The video game industry is laboring through its cultural adolescence, and like most adolescents, suffering a severe identity crisis—minus the piercings and bad music. On the mainstream side, big publishers are spending more money on making games than ever before, which has led to major technical achievements, but also a dearth of original IP. No one at EA wants to throw away millions of dollars developing a game that might not make any money, a real risk when creating original games. The sum of all this has resulted in stagnation in the AAA game space, leaving veteran gamers starving for something new to spend $60 on.
What if the $60 price point is the problem? The indie game scene is making a strong case that this may be true. Developers like Double Fine, Rovio, and Johnathan Blow have used limited resources and immense creativity to create games that are cheaper—usually $15 or less—and more innovative than anything coming out of the big studios. No person or game makes this more clear than Swedish game designer, programmer, artist, webmaster, and any-other-game-job-you-can-think-of Markus Persson, aka Notch, and his as-yet-unpublished-but-insanely-popular game Minecraft.

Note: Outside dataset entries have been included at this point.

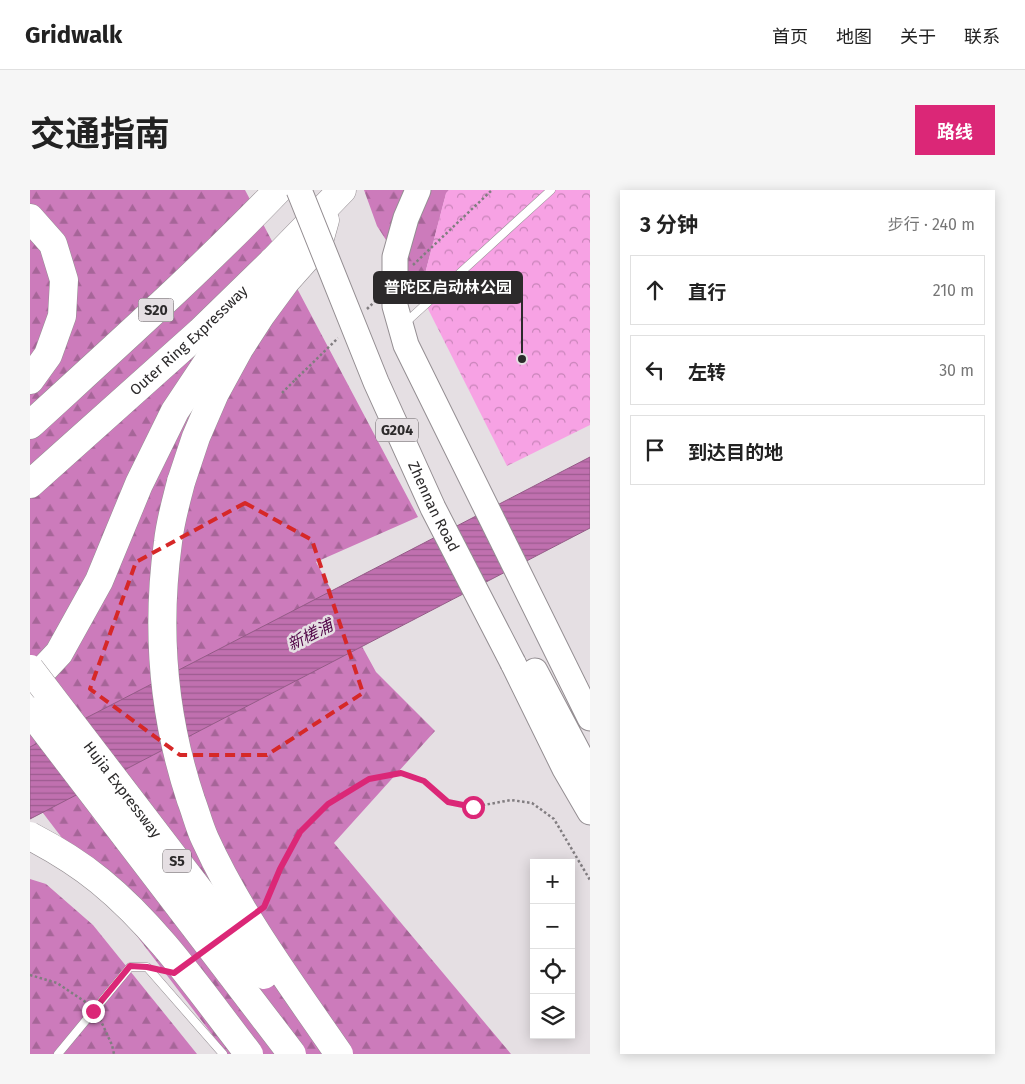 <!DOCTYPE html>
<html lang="zh">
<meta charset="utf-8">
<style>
body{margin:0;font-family:"Fira Sans","Noto Sans SC",sans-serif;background:#f6f6f6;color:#222}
.controls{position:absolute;right:15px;bottom:15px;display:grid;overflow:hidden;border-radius:0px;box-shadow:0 2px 12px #0003}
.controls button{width:45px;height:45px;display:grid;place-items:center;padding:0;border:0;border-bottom:1px solid #e0e0e0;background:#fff;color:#222;font:25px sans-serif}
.stop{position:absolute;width:15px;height:15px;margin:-11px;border:4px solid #db2777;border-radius:50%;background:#fff}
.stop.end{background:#db2777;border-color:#fff;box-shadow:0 1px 5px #0008}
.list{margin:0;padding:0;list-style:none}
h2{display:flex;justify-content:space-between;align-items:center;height:65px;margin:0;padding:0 20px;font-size:21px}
h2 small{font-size:16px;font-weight:400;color:#767676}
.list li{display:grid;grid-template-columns:32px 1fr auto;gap:15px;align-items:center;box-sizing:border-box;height:70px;margin:0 10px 10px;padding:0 10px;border:1px solid #e0e0e0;border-radius:0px}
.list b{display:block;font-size:19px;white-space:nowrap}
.list em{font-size:16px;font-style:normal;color:#767676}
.icon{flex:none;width:28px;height:28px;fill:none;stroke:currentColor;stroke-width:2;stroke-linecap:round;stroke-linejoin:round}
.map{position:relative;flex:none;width:560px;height:864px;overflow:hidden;border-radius:0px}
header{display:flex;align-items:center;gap:30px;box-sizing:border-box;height:70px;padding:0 25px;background:#fff;border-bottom:1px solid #e0e0e0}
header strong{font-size:24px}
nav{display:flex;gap:28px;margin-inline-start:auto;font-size:18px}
.intro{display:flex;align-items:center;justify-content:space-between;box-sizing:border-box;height:120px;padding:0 30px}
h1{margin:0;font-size:35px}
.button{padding:12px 22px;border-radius:0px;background:#db2777;color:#fff;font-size:18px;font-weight:700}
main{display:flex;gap:30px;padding:0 30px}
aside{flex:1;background:#fff;border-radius:0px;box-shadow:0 2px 12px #0003}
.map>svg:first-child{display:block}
</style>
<header>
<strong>Gridwalk</strong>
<nav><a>首页</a><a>地图</a><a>关于</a><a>联系</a></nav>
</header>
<div class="intro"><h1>交通指南</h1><a class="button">路线</a></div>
<main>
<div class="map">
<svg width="560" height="864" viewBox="0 0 560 864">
<defs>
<pattern id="forest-firs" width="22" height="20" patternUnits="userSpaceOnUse" patternTransform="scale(1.25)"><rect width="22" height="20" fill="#cc7bbb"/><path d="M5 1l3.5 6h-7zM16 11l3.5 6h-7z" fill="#a66598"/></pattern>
<pattern id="park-crowns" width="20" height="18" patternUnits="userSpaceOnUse" patternTransform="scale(1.25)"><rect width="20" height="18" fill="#f7a2e4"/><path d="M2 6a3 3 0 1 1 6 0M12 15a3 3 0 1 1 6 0" fill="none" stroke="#c884b9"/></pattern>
<pattern id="water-rules" width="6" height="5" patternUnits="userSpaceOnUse" patternTransform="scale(1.25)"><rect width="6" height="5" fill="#c070af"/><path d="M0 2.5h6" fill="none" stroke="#9c5c8f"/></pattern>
</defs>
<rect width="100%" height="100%" fill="#e5dfe3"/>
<!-- forest -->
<path fill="url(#forest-firs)" d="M0 0H215L388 327 286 372 346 482 405 541 304 653 481 864H197L0 606Z
M334 0H419L416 4 390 103 347 36Z
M0 689 16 694 63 735 167 864H0Z"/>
<!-- park -->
<path fill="url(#park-crowns)" d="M419 0H560V235L477 276 390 103 416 3Z"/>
<!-- water -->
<path fill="url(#water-rules)" stroke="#945b87" d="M560 267V338L0 629V557Z"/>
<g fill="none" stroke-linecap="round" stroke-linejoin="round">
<!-- lane casing -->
<g stroke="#948e92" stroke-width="9">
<path id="lane" d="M374 134 521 0
M28 864 100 777H117L193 864"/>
</g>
<!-- primary casing -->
<g stroke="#948e92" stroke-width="27">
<path id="primary" d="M388 0 376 28 365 67V116L376 155 560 528
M483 473 535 579 560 622
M505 481 560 585"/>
</g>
<!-- highway casing -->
<g stroke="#948e92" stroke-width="29">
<g id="highway">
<path d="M0 28 23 54 34 90 32 126 18 165 0 190"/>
<path d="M0 235C84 158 169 82 248 0"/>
<path d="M151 292 166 247 185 203 209 159 231 125 256 91 288 55 295 30"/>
<path id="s1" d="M0 294 170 142 243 71 312 0"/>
<path d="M0 494 29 463 69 391 109 294 145 221 199 140 234 96 243 71"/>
</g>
</g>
<!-- path -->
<path stroke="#817d80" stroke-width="2.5" stroke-dasharray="2.5 2.5" stroke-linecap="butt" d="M383 75 462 0
M252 203 265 190
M234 717 250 679 270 642 298 614 339 589 371 583 394 591 418 612 443 617 481 610 502 613 524 629 560 690
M0 785 27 793 57 813
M70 829 82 855 84 864"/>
<!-- lane -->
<use href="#lane" stroke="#fff" stroke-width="8"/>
<!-- primary -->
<use href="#primary" stroke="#fff" stroke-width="25"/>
<!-- highway -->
<use href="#highway" stroke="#fff" stroke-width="28"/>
<!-- primary-bridge casing -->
<g stroke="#948e92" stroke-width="27" stroke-linecap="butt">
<g id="primary-bridge">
<path id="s2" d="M269 0 346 192 403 318 483 473"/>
</g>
</g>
<!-- highway-bridge casing -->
<g stroke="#948e92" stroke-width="29" stroke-linecap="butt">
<g id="highway-bridge">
<path d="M151 292C146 312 140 332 138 352 126 439 133 526 161 610 166 623 169 636 175 649 210 726 261 794 309 864"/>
<path id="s3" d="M0 479 234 785"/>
<path d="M0 521 262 864"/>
<path d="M0 646C25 659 48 673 70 691 129 739 173 805 219 864"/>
</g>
</g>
<!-- path-bridge -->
<path stroke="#817d80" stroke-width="2.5" stroke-dasharray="2.5 2.5" stroke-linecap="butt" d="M337 119 372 85
M265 190 308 148"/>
<!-- primary-bridge -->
<use href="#primary-bridge" stroke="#fff" stroke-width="25"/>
<!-- highway-bridge -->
<use href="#highway-bridge" stroke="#fff" stroke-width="28"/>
</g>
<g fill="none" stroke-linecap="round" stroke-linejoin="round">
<!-- route -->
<path stroke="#db2777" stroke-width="6" d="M63 821 100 776 117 777 144 783 234 717 250 679 270 642 298 614 339 589 371 583 394 591 418 612 443 617"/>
</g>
<!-- marked area -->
<path fill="none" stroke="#d62828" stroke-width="4" stroke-dasharray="10 6" stroke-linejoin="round" d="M215 313 282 350 333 503 237 565H150L60 499 106 372Z"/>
<g text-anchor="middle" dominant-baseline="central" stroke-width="5" stroke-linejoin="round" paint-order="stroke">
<!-- shield labels -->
<g fill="#e5dfe3" stroke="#646062" stroke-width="1">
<rect x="108.5" y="108.5" width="35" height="23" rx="4"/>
<rect x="346" y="228.5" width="42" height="23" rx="4"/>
<rect x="133" y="659.5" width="28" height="23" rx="4"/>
</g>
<g font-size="14" font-weight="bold" fill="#2c2a2b">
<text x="126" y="120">S20</text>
<text x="367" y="240">G204</text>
<text x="147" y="671">S5</text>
</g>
<!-- street labels -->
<g font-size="15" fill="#2c2a2b" stroke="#e5dfe3">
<text stroke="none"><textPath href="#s1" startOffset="214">Outer Ring Expressway</textPath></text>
<text stroke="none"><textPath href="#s2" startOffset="344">Zhennan Road</textPath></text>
<text stroke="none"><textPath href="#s3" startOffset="152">Hujia Expressway</textPath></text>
</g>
<!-- water labels -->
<g font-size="16" font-style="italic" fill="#510547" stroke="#e5dfe3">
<text transform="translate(280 445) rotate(-27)">新槎浦</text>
</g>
</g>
<!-- callouts -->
<path fill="none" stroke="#2c2a2b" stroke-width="2" d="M492 169L492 97"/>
<circle fill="#2c2a2b" stroke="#e5dfe3" stroke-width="2" cx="492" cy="169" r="5"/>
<rect fill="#2c2a2b" stroke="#2c2a2b" stroke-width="2" x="344" y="82" width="148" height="31" rx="5"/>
<g font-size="16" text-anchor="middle" font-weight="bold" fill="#fff">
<text x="418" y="103">普陀区启动林公园</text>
</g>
</svg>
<div class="controls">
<button>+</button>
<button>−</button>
<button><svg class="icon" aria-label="locate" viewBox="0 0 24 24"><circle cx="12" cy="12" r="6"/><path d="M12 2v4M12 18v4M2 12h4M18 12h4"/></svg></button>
<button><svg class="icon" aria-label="layers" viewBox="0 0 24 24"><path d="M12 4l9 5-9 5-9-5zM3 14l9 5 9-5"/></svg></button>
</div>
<div class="stop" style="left:443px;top:617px"></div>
<div class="stop end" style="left:63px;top:821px"></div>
</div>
<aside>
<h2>3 分钟<small>步行 · 240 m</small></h2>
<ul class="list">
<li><svg class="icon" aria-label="ahead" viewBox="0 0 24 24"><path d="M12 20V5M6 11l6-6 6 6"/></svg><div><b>直行</b></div><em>210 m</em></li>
<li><svg class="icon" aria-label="left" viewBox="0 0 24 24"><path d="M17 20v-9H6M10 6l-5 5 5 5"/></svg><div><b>左转</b></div><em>30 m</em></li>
<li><svg class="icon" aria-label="arrive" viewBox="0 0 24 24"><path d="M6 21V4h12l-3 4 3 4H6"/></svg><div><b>到达目的地</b></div></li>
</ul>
</aside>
</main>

If you haven't heard of Minecraft by now, you probably haven't visited WonderHowTo very often. It may have changed the world of video games forever—innovative in its customized gameplay and wildly popular, as well as profitable. At the beginning of the game, the player finds him or herself alone in a giant, randomly-generated world. They are given no instructions, and there is no stated goal. The player is allowed to use the game's mining, building, farming, and limited combat mechanics to construct whatever world they like. Almost 2 million people have paid between 10 and 15 Euros to do so (making Persson a very wealthy man, very quickly), and several million more have chosen to pirate the game and play it for free.
Persson—pronounced "Passion"—has been making games on a classic Commodore since he was eight years old. He got his start in the games industry at casual games site King.com, where he worked for four and a half years as a programmer. During this time he also co-created Wurm Online, a still-running MMORPG (he is no longer involved), which is similar to Minecraft in that the players use tools to create their own world. He ultimately left King.com to work for jAlbum, a web-based photo album software company, and it was there in May of 2009 that he started working on Minecraft as a side project. He released the Alpha version of the game only a week after he began. It wasn't long before it took off, and he was able to quit his day job to focus on developing Minecraft full-time.
In September 2010, Persson co-founded Mojang AB and finally hired a staff to help him further develop Minecraft, as well as other game projects. To this day, Persson continues to sell Minecraft through Mojang's website—with no publisher, no DRM, and no fear of piracy whatsoever.
And that's where Markus Persson (pronounced "Passion") becomes a truly unique figure in the industry. The piracy rate for Minecraft (the percentage of people who have obtained the game illegally) hovers around 70%, a figure that would have big publishers like Ubisoft scrambling to hire more lawyers and invent draconian new DRM (digital rights management) software to embed in their games. But not Persson. A member of Sweden's Pirate Party, he issued statements at GDC and the Independent Games Summit this year that offer an unusual take on the issue:
"Piracy is not theft... If you steal a car, the original is lost. If you copy a game, there are simply more of them in the world."
Persson lays the blame for disappointing sales figures and piracy at the feet of developers rather than consumers, further stating that game developers should, "Treat game development as a service... Make a game that lasts longer than a week. You can't pirate an online account."
Persson certainly has. Part of the reason that Minecraft has inspired such a rabid following is its constant development. The game has never seen a formal release—in fact, it's still in Beta and is updated almost every Friday. Persson and the Mojang team work on the game constantly, improving it and adding new value to their consumers' purchases. Bioware has done something similar with Mass Effect 2, adding to the game world frequently (though, unlike Minecraft, they do charge you for it), which has kept player interest alive much longer.
Another reason Persson may not be worried about piracy is scale. Activision has to support thousands of employees with its game releases, so each game has to rake in a high gross to pay their expenses and then some. When Persson sells a million units of Minecraft at 15 Euros each, the vast majority of profits go directly to him as sole creator and owner of the game.
Perhaps the most ringing endorsement for Persson was recently stated by BAFTA Fellow, Peter Molyneux, programmer and designer responsible for Populous, Theme Park, Black & White, and the Fable series. The BFTA's membership includes Elizabeth Taylor, Billy Wilder, Jacques Cousteau, and Stephen Spielberg, as well as the four biggest names in the history of video game design: Nolan Bushnell, Shigeru Miyamoto, Will Wright, and most recently, Molyneux.
When asked by IGN UK who in video games Molyneux thought would be receiving the honor in ten years time, Molyneux didn't name the lead designer of Call of Duty 4: Modern Warfare, Mass Effect, or Street Fighter 4. He named Markus Persson.
I hope for the sake of gamers everywhere he's right.